**EXERCISE AIM:**
Copy exactly the lines of the data below that run from the line holding "fill:none; stroke-linecap:round; stroke-linejoin:round" through the line holding "text-anchor:middle; stroke-width:7; stroke-linejoin:round;", both ends included.

**SUPPLIED RECORDS:**
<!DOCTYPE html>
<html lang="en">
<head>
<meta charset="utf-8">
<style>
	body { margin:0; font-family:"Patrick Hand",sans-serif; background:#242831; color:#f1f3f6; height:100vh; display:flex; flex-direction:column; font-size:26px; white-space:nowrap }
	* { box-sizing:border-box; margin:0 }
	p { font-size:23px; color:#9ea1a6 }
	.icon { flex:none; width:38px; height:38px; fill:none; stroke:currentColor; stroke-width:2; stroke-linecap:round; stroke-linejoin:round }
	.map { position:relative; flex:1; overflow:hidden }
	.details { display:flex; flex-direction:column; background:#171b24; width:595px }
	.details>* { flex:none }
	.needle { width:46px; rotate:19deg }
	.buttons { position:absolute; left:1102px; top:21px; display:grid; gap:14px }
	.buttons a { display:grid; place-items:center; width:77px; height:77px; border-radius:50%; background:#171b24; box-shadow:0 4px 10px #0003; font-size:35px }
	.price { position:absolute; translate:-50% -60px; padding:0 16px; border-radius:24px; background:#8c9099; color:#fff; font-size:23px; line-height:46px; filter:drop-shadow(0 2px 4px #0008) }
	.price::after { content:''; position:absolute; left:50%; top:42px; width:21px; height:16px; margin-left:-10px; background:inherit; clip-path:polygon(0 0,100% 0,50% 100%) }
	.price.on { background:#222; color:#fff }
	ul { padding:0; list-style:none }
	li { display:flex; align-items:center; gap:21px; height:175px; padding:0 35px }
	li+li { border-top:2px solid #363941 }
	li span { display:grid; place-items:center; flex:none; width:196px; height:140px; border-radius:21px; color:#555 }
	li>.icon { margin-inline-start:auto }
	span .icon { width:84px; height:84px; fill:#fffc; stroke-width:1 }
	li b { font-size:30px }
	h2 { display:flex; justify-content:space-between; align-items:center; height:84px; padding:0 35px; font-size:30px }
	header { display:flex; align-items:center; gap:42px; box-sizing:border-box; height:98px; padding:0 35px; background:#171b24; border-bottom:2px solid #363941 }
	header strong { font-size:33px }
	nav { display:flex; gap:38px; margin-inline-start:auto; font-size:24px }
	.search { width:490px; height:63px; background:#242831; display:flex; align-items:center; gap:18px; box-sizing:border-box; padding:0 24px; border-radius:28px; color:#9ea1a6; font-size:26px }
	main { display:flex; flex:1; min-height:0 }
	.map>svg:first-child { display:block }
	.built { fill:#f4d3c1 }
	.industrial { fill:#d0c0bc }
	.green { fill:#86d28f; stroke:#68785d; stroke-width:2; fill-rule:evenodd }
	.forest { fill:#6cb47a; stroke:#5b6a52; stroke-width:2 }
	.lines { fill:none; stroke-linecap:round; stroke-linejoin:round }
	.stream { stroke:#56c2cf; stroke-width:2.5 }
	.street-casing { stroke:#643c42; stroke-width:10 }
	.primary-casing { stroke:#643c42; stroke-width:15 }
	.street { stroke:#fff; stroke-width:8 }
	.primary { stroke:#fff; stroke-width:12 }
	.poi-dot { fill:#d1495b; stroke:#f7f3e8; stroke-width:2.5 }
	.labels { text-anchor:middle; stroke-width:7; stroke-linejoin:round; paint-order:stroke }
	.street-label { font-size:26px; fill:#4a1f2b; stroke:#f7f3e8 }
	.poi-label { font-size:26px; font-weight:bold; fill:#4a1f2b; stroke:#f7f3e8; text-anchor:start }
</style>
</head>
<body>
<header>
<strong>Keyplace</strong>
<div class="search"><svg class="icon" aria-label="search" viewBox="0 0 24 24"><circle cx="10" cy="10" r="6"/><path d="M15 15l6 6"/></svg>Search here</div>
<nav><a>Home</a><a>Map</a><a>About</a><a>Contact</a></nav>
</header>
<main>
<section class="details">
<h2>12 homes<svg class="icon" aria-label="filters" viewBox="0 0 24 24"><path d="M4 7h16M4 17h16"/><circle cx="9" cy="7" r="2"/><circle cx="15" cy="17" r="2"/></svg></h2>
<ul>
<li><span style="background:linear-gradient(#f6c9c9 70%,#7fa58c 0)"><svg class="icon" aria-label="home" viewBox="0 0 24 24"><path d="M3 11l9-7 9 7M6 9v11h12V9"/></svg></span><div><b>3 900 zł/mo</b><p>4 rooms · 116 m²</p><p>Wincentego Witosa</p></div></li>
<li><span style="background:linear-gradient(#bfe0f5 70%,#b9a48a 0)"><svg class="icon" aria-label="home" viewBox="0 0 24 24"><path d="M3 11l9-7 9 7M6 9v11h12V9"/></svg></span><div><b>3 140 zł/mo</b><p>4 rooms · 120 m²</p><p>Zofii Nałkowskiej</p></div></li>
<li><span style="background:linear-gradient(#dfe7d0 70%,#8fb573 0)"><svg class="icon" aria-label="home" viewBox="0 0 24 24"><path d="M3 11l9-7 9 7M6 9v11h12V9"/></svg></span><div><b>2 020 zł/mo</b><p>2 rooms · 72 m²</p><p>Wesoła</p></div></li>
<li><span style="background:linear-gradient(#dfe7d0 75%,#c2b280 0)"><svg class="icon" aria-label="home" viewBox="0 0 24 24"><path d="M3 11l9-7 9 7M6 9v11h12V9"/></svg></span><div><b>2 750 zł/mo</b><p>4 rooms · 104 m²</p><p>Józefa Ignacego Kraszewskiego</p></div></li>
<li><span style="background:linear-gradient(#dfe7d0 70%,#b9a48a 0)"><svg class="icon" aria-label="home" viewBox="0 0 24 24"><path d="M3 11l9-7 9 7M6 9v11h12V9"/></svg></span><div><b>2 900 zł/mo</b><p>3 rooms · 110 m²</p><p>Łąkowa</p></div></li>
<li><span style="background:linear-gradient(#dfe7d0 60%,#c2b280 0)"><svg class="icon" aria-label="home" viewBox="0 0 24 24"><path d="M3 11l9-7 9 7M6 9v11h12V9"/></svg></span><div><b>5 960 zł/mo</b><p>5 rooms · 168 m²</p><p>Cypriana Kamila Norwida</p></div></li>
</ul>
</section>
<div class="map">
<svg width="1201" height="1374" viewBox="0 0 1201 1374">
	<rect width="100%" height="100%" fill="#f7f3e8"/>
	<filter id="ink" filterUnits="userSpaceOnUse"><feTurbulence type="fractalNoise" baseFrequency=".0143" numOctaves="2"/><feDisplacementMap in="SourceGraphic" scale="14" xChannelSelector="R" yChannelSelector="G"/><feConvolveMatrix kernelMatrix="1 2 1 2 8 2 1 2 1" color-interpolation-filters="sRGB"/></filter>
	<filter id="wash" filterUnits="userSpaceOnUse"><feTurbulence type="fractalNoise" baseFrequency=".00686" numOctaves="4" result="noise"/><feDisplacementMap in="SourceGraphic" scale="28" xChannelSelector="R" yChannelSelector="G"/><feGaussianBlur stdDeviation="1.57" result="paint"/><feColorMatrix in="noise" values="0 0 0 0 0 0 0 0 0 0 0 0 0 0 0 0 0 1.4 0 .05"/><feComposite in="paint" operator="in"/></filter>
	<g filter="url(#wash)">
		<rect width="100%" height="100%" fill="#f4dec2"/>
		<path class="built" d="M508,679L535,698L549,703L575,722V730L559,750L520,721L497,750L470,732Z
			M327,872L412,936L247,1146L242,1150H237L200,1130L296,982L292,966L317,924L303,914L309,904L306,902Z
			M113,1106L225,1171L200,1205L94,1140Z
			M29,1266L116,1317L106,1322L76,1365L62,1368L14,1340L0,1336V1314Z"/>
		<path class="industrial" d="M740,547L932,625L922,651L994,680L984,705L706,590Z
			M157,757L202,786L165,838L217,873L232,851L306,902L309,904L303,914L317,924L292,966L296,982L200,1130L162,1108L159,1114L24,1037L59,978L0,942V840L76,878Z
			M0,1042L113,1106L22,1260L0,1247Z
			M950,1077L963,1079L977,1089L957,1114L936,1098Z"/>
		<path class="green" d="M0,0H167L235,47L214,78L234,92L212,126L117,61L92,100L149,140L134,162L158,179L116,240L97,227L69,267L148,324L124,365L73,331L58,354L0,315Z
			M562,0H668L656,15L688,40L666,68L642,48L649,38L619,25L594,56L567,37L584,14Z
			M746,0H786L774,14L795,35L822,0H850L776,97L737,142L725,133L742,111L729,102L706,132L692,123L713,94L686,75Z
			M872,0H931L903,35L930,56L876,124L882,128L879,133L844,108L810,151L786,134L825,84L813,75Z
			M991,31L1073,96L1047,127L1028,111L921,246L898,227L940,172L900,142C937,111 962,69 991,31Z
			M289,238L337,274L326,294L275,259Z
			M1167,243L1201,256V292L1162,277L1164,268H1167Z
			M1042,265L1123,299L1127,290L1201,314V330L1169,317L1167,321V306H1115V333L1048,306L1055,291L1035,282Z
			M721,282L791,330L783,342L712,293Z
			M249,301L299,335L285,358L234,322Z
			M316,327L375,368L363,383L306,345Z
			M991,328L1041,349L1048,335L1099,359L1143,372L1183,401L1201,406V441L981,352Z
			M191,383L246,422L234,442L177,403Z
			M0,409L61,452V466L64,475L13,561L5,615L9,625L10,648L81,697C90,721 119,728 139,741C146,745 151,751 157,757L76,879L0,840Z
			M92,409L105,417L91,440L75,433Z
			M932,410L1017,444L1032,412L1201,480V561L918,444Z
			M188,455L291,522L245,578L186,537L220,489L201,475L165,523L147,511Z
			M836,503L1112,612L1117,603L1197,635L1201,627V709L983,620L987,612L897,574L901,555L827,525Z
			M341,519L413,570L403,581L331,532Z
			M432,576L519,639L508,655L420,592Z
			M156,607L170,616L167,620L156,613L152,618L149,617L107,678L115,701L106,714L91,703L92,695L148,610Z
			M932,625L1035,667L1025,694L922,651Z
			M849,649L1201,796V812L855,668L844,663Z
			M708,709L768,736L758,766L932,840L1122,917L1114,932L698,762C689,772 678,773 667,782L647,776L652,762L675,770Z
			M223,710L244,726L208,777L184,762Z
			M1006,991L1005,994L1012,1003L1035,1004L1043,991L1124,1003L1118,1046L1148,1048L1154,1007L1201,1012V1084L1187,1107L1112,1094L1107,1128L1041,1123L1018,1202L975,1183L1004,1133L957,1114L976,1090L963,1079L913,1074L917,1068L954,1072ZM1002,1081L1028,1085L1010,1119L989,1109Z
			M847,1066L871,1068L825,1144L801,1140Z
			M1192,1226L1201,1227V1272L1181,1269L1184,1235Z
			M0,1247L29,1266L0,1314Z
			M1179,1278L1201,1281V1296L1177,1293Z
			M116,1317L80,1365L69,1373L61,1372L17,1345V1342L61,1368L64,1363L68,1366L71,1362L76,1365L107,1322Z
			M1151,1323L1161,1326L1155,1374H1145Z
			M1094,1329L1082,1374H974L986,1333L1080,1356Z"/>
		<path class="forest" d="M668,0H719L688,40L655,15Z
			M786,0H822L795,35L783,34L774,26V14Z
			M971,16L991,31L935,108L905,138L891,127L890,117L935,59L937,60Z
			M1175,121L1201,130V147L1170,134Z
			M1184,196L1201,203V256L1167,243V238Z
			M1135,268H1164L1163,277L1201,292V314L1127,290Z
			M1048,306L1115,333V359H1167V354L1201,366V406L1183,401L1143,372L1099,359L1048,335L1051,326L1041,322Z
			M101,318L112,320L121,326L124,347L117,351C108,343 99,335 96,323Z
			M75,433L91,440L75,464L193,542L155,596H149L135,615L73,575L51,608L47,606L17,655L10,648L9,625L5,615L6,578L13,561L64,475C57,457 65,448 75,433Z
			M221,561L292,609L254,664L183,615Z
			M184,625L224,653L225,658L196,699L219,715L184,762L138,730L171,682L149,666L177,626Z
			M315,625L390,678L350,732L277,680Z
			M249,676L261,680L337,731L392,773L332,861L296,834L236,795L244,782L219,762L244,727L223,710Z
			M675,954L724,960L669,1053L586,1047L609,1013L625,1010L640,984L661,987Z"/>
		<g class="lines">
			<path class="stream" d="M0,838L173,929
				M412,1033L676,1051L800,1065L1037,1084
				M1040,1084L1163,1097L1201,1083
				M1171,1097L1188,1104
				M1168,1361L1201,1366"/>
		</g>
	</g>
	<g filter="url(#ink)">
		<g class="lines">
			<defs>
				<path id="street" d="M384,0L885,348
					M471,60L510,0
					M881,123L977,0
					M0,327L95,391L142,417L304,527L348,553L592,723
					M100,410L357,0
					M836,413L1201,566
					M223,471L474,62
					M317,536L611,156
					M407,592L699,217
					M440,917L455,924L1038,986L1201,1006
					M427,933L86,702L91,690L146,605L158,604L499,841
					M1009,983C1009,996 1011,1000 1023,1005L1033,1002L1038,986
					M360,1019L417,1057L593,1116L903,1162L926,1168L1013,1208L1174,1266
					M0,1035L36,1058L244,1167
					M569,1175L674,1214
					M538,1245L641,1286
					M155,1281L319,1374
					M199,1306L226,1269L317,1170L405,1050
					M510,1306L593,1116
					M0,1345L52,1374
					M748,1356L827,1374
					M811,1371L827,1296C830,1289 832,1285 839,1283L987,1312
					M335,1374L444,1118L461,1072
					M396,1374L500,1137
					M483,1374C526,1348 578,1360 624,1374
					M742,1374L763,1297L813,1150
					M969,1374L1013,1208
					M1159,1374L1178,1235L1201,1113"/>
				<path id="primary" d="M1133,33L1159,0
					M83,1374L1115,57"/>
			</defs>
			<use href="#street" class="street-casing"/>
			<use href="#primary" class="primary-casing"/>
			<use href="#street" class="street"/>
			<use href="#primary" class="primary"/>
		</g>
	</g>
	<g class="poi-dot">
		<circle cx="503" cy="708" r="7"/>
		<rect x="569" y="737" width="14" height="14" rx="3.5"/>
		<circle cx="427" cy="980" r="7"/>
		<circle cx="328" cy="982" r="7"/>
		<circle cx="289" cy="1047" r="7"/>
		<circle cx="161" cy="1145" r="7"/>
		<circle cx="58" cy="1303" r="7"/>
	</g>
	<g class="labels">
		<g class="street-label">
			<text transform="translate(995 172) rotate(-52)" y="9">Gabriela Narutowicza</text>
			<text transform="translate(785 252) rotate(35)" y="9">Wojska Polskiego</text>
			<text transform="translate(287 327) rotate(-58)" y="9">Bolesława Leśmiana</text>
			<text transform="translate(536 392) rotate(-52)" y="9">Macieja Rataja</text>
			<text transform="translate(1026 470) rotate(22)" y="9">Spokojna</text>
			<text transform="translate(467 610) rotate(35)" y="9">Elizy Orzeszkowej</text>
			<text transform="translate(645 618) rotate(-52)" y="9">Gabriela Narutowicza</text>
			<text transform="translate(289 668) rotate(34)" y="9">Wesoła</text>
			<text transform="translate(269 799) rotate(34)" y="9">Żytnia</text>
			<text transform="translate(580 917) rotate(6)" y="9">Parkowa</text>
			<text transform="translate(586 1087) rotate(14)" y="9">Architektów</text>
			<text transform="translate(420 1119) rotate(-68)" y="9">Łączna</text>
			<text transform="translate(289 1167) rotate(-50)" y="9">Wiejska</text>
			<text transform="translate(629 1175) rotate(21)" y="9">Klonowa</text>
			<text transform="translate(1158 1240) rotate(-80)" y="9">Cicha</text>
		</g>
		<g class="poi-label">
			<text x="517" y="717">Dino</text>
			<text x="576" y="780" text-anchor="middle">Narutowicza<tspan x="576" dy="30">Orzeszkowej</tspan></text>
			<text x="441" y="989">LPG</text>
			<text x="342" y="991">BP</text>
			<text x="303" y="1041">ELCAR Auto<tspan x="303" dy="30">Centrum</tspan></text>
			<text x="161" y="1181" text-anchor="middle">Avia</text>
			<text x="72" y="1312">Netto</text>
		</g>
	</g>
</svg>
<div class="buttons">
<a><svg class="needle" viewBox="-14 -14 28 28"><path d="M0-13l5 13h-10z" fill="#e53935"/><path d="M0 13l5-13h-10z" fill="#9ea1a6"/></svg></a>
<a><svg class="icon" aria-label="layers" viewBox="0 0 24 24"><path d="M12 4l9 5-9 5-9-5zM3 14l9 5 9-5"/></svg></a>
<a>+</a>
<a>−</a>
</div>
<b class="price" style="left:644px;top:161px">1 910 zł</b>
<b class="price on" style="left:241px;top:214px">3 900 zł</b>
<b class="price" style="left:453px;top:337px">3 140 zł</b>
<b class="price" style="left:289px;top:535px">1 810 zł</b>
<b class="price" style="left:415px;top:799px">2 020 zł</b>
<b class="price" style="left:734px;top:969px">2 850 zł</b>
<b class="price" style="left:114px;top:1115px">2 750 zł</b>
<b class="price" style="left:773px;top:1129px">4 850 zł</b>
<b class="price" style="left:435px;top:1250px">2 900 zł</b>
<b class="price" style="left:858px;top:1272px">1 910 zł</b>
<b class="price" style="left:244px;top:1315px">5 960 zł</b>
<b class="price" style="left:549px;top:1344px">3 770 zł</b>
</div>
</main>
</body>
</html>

**RESULT OF THIS TASK:**
	.lines { fill:none; stroke-linecap:round; stroke-linejoin:round }
	.stream { stroke:#56c2cf; stroke-width:2.5 }
	.street-casing { stroke:#643c42; stroke-width:10 }
	.primary-casing { stroke:#643c42; stroke-width:15 }
	.street { stroke:#fff; stroke-width:8 }
	.primary { stroke:#fff; stroke-width:12 }
	.poi-dot { fill:#d1495b; stroke:#f7f3e8; stroke-width:2.5 }
	.labels { text-anchor:middle; stroke-width:7; stroke-linejoin:round; paint-order:stroke }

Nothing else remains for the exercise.